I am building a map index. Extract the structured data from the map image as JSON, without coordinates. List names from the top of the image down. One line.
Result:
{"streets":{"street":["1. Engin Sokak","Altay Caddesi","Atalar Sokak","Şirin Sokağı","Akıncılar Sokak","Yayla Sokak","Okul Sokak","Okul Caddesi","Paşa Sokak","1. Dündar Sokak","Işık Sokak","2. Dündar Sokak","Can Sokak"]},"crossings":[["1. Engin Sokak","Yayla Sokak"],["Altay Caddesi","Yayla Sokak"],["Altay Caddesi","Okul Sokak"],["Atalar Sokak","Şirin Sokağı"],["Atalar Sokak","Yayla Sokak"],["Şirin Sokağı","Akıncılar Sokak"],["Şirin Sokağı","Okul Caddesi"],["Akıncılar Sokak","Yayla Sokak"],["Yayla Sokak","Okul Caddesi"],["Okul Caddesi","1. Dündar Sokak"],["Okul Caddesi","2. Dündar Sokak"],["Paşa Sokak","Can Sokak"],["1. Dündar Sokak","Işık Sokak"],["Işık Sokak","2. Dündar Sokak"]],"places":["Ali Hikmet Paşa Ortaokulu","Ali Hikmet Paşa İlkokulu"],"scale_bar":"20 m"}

• • •

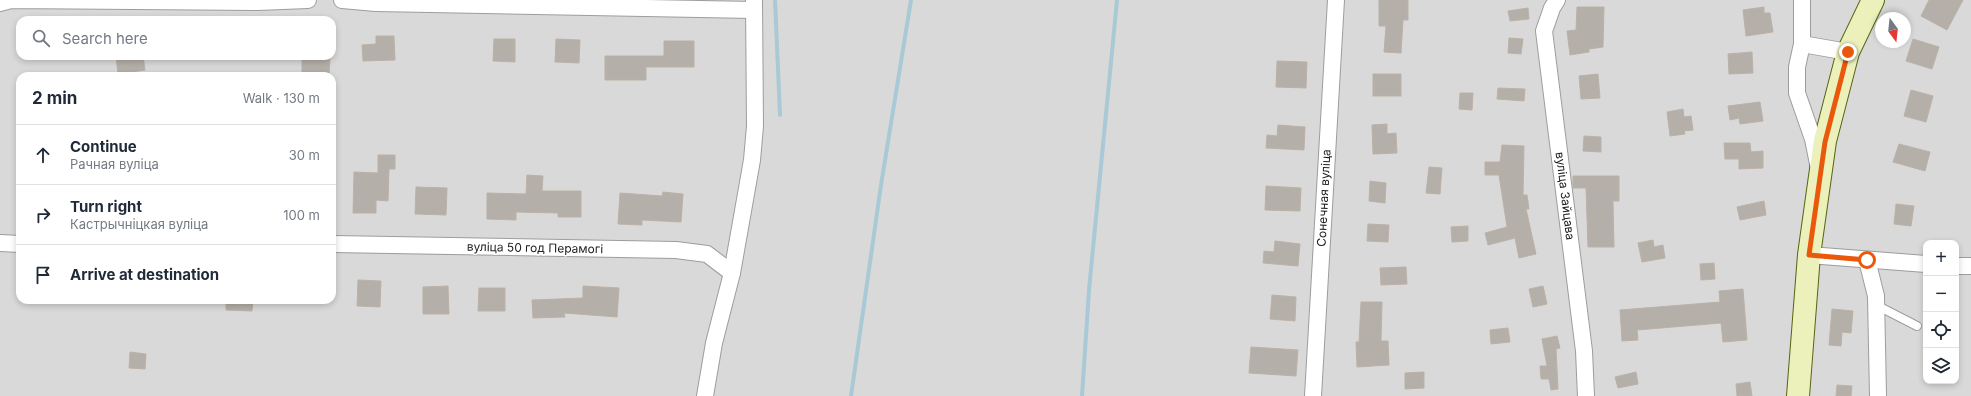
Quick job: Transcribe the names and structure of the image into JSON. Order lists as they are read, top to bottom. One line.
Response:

• • •

Total lines with "image" in the records above: report that figure alone.

Output for this exercise → 2